*** Material supplied Section Begins ***
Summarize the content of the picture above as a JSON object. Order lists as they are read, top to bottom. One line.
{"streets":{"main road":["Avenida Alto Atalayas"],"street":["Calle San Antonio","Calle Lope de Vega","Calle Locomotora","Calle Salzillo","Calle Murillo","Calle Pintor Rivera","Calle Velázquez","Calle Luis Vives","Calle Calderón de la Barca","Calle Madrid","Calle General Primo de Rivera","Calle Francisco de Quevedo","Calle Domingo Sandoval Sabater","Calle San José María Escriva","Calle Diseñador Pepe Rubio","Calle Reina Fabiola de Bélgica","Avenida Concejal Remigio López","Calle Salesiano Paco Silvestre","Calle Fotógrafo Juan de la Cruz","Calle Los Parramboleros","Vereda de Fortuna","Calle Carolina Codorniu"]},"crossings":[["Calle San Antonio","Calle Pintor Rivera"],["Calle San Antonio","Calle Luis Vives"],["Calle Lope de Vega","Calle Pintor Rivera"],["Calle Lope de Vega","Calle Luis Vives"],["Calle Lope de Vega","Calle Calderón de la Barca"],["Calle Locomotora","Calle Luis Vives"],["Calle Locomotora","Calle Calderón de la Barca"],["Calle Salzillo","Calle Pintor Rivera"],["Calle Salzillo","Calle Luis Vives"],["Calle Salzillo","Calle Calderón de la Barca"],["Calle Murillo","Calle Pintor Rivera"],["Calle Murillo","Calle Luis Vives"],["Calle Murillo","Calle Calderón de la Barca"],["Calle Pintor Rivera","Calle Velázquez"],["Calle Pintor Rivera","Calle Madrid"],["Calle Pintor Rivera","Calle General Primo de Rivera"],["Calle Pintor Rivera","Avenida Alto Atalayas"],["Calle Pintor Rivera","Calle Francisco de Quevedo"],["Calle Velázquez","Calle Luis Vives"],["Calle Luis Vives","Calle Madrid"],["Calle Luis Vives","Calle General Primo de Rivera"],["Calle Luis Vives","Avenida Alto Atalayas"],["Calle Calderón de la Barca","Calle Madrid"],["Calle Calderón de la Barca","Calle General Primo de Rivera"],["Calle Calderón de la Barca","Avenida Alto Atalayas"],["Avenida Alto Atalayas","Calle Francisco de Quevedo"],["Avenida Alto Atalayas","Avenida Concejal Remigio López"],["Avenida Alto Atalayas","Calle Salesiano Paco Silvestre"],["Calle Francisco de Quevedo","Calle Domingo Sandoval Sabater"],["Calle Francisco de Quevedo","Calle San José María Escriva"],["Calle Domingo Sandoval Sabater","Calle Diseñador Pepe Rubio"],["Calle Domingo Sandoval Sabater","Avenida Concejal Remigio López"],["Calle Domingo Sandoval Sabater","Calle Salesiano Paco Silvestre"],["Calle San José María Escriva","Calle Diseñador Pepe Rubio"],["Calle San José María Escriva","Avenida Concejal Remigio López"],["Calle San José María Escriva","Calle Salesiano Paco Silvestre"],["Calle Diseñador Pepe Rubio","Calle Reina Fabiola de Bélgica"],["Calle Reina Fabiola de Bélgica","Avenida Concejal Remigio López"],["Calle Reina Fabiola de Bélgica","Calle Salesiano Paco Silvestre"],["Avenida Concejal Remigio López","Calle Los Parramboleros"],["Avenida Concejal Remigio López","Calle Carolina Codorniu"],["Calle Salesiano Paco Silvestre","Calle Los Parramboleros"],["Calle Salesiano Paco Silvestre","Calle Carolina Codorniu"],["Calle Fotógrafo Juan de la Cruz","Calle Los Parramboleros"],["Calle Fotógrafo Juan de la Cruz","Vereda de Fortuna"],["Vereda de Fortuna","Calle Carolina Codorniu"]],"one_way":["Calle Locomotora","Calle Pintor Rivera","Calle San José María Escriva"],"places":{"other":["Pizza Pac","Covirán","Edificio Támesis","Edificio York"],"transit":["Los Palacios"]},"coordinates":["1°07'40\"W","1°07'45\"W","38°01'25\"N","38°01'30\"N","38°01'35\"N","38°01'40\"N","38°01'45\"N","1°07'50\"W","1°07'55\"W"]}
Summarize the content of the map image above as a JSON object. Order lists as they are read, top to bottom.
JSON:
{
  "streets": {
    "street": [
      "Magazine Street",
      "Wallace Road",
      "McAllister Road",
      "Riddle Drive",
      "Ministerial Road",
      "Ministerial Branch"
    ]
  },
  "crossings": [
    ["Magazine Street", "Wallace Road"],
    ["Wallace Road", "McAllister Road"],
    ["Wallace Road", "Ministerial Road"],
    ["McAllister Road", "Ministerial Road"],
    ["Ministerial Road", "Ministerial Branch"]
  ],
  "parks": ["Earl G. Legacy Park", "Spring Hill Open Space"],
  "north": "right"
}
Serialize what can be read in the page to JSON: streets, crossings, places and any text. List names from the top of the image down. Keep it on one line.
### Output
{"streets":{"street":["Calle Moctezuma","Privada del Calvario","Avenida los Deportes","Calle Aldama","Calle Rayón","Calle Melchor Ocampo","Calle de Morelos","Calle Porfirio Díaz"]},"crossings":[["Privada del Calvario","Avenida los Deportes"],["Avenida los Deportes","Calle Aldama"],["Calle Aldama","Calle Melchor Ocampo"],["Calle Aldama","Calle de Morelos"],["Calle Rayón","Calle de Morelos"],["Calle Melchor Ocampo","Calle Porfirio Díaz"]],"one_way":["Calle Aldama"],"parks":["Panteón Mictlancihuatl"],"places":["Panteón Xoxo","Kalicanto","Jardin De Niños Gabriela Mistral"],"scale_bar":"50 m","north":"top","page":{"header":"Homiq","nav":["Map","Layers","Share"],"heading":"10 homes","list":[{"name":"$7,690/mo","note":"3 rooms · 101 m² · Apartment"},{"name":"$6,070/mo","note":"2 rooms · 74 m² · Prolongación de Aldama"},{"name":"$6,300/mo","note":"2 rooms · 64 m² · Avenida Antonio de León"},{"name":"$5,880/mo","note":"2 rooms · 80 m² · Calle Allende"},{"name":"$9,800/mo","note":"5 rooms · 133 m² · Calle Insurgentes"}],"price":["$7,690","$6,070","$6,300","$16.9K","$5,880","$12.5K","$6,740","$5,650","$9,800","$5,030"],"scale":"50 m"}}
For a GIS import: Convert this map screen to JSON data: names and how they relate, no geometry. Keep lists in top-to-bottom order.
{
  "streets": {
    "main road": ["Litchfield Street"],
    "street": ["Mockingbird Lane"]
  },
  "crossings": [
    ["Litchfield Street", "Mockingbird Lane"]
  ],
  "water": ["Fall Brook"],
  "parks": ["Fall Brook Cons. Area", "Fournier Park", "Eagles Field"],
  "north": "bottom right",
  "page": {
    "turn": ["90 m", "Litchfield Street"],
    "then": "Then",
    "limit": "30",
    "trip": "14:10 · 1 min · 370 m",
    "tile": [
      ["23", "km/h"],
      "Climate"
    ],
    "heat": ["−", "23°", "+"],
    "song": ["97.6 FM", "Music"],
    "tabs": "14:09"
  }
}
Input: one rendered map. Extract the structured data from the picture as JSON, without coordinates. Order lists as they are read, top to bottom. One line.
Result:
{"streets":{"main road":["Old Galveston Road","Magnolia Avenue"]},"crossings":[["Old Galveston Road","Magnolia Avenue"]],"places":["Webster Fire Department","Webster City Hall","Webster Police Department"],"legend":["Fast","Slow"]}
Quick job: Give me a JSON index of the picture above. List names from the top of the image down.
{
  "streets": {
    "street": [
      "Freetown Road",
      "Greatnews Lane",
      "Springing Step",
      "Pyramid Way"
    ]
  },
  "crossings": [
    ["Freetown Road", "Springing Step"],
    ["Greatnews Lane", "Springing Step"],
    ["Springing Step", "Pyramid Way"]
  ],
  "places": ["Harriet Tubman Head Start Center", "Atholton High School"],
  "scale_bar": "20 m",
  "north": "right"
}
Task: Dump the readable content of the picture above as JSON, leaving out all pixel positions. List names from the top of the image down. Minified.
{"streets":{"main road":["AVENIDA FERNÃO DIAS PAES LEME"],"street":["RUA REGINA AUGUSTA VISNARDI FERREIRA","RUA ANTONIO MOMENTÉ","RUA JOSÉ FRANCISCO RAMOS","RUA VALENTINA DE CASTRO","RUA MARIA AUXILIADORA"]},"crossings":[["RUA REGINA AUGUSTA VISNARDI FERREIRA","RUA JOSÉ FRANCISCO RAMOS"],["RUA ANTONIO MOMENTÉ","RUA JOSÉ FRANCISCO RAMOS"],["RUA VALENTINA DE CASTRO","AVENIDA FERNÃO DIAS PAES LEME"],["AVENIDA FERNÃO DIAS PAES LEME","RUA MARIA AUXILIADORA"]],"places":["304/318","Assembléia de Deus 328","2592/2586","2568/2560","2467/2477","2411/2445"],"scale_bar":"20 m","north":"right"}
*** Material supplied Section Ends ***
### [What you are asked to do]
Which lines of the listing contain the string "bottom"? Copy each of them.

### [Answer to the exercise]
Summarize the content of the picture above as a JSON object. Order lists as they are read, top to bottom. One line.
Summarize the content of the map image above as a JSON object. Order lists as they are read, top to bottom.
For a GIS import: Convert this map screen to JSON data: names and how they relate, no geometry. Keep lists in top-to-bottom order.
  "north": "bottom right",
Input: one rendered map. Extract the structured data from the picture as JSON, without coordinates. Order lists as they are read, top to bottom. One line.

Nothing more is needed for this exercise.